(Stored data)
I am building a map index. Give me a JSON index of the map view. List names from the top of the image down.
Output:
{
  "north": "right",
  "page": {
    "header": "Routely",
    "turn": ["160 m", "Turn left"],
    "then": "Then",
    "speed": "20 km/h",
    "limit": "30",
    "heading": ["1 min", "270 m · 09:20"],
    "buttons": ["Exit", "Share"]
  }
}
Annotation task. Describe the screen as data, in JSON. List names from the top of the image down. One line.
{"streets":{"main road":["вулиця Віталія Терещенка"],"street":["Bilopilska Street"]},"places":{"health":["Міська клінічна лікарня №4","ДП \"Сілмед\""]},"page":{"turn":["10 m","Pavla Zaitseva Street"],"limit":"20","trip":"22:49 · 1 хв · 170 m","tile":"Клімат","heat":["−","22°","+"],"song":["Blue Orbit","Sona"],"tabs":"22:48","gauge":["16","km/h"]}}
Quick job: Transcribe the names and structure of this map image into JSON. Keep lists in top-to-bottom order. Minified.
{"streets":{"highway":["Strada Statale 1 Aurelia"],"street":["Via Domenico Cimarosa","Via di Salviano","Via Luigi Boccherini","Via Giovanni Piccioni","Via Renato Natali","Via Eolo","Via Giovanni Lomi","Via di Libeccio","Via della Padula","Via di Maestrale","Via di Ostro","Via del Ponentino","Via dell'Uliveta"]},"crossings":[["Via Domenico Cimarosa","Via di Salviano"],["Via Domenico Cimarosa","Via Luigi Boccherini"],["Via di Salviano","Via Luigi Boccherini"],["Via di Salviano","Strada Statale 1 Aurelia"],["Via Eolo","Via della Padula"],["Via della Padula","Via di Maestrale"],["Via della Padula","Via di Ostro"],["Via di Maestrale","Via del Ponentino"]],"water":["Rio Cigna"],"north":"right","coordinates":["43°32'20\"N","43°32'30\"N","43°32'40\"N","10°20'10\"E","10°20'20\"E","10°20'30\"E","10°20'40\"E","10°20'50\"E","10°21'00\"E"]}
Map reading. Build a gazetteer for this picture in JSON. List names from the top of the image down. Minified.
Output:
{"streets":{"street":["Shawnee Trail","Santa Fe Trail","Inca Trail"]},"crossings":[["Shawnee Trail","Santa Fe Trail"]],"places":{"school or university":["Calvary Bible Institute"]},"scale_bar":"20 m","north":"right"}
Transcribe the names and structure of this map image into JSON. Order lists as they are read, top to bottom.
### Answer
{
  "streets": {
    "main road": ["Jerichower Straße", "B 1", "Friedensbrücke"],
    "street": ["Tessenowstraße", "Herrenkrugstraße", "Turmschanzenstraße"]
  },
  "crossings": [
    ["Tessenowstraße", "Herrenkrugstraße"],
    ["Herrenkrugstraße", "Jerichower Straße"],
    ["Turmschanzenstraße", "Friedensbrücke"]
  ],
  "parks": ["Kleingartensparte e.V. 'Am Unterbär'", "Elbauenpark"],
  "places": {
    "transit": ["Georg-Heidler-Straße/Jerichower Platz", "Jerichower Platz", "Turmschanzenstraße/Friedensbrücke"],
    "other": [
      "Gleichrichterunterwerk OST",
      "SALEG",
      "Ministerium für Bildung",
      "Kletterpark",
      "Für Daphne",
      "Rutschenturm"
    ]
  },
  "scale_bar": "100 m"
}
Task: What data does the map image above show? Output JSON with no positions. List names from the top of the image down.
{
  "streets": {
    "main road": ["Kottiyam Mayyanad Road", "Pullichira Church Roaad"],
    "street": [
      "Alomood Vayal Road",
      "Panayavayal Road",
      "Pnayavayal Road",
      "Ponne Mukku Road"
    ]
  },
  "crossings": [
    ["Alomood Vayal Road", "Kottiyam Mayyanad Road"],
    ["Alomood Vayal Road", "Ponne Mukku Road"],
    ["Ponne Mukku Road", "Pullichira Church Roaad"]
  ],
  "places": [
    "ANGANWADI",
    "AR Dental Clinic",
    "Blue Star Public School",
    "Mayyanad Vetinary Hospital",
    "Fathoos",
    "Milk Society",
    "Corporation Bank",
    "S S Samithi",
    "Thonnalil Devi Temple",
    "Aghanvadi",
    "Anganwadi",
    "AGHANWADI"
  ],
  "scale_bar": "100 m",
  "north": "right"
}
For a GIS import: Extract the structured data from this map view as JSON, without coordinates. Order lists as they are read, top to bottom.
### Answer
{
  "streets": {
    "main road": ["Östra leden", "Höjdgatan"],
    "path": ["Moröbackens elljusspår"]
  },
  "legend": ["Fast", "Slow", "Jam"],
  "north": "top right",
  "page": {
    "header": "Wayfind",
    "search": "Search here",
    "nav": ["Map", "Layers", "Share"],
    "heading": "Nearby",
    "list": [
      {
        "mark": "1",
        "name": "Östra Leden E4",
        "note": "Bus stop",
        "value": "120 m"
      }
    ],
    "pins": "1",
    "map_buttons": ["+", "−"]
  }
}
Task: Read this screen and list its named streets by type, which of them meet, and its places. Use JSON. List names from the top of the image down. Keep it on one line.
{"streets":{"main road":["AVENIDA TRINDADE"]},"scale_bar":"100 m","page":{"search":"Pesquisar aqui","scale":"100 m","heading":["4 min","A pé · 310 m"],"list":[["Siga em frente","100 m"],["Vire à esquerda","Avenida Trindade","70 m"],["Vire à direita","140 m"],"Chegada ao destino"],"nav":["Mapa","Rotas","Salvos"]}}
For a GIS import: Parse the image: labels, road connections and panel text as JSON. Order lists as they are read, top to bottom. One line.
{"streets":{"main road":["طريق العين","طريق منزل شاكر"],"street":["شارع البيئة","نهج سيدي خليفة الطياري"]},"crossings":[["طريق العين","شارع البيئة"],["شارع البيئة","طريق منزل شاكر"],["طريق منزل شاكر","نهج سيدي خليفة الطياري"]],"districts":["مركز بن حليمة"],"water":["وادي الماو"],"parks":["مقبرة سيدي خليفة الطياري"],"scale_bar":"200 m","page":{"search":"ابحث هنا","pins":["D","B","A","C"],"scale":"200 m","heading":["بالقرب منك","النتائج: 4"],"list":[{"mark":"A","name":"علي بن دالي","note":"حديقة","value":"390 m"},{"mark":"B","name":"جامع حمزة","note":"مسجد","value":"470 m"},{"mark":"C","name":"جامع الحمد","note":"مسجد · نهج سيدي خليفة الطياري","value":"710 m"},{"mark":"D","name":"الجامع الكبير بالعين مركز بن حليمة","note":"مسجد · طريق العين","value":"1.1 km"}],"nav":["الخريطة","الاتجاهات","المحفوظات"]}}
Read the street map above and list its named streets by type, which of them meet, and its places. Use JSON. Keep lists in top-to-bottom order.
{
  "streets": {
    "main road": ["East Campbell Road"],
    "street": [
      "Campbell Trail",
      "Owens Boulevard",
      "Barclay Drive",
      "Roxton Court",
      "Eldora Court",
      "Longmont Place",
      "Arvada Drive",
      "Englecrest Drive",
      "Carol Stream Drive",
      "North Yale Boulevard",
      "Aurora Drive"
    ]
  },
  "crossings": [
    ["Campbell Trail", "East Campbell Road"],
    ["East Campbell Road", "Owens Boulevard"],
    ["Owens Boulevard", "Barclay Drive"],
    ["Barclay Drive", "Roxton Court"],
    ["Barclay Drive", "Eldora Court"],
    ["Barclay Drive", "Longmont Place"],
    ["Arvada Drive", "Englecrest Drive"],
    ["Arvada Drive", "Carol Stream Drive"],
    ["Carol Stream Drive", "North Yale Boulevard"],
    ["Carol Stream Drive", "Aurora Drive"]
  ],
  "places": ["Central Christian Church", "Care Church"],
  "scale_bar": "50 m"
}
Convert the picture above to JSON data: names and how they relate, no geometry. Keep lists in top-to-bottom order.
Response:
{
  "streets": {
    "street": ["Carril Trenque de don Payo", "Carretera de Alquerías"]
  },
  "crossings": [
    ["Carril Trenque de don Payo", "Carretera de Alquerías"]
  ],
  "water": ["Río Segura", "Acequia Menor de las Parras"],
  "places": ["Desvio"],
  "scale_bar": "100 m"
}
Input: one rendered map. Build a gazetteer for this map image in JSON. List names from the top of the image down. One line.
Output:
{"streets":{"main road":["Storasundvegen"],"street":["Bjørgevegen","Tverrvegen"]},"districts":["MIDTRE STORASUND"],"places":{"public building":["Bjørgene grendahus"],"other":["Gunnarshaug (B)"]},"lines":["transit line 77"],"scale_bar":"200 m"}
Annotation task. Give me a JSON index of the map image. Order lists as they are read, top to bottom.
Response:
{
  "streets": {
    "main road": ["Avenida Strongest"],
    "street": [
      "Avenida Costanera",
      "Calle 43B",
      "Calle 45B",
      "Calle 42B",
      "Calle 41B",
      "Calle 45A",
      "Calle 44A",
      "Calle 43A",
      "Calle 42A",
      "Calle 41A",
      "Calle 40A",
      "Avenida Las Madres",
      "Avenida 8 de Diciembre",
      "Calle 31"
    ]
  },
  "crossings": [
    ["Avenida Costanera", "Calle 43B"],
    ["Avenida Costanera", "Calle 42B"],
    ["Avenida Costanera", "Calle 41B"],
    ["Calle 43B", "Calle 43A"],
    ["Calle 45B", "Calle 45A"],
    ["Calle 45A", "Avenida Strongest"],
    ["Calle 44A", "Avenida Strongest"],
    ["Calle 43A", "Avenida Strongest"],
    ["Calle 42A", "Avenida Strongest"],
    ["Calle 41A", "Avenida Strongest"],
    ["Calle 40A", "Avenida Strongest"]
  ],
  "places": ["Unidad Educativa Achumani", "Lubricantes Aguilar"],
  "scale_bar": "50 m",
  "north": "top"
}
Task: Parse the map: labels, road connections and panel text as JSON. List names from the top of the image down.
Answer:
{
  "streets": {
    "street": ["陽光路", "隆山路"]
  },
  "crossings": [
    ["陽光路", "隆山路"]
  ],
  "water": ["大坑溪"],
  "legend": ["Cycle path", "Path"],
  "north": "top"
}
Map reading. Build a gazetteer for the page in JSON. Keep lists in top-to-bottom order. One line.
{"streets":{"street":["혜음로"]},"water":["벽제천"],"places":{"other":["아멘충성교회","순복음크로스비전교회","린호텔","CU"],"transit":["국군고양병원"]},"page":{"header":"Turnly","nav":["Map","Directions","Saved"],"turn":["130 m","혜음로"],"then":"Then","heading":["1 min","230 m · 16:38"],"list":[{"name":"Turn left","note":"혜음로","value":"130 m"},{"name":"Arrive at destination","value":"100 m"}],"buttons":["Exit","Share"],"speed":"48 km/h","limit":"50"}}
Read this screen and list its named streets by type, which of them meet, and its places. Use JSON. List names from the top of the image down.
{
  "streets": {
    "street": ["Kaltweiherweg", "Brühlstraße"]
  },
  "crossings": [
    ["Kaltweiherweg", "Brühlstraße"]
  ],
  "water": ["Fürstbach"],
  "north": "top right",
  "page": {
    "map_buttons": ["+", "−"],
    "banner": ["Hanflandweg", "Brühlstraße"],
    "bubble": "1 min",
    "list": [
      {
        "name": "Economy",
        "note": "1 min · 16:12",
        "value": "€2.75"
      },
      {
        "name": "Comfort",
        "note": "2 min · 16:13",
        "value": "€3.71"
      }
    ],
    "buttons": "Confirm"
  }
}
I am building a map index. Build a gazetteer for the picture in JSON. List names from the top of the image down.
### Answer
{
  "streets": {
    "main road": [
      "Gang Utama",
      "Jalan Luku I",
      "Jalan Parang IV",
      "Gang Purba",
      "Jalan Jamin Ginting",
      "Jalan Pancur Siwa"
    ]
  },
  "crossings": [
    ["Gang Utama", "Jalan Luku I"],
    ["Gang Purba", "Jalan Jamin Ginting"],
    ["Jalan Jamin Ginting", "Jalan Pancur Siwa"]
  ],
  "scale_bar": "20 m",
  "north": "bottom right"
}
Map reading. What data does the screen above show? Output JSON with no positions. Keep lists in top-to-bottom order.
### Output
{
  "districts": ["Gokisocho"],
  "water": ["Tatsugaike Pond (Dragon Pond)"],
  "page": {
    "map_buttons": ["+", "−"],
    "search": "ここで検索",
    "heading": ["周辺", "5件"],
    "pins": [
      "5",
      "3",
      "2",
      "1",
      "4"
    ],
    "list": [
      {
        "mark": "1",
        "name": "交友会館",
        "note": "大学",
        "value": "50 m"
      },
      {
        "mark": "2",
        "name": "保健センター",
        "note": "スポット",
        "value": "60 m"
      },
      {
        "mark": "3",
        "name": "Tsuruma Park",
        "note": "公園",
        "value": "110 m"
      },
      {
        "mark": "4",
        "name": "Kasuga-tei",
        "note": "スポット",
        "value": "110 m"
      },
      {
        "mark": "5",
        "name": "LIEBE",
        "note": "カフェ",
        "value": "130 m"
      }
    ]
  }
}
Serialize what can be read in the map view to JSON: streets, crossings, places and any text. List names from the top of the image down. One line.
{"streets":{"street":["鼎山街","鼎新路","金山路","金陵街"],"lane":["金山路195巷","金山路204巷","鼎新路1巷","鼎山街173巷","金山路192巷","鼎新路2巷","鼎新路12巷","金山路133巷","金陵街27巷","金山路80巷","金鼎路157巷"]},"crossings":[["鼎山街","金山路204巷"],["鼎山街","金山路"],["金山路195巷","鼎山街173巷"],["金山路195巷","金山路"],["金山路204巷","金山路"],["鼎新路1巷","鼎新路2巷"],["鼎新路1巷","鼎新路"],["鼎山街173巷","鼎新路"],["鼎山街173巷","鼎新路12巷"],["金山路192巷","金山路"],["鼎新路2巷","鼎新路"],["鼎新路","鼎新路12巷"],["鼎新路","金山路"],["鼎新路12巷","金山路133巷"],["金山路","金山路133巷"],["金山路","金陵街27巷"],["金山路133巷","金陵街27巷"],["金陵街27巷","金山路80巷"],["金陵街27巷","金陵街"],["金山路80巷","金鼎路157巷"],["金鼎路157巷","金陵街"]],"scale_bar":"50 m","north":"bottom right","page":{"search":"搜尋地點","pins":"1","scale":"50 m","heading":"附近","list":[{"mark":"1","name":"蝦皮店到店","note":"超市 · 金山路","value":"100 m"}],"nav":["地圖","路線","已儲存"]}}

**WORK ITEM**
Going back to the entries above, set down exactly the lines that begin at the one with "Convert the picture" and end at the one with "Annotation task. Give", both included, and nothing else.

**EXERCISE ANSWER**
Convert the picture above to JSON data: names and how they relate, no geometry. Keep lists in top-to-bottom order.
Response:
{
  "streets": {
    "street": ["Carril Trenque de don Payo", "Carretera de Alquerías"]
  },
  "crossings": [
    ["Carril Trenque de don Payo", "Carretera de Alquerías"]
  ],
  "water": ["Río Segura", "Acequia Menor de las Parras"],
  "places": ["Desvio"],
  "scale_bar": "100 m"
}
Input: one rendered map. Build a gazetteer for this map image in JSON. List names from the top of the image down. One line.
Output:
{"streets":{"main road":["Storasundvegen"],"street":["Bjørgevegen","Tverrvegen"]},"districts":["MIDTRE STORASUND"],"places":{"public building":["Bjørgene grendahus"],"other":["Gunnarshaug (B)"]},"lines":["transit line 77"],"scale_bar":"200 m"}
Annotation task. Give me a JSON index of the map image. Order lists as they are read, top to bottom.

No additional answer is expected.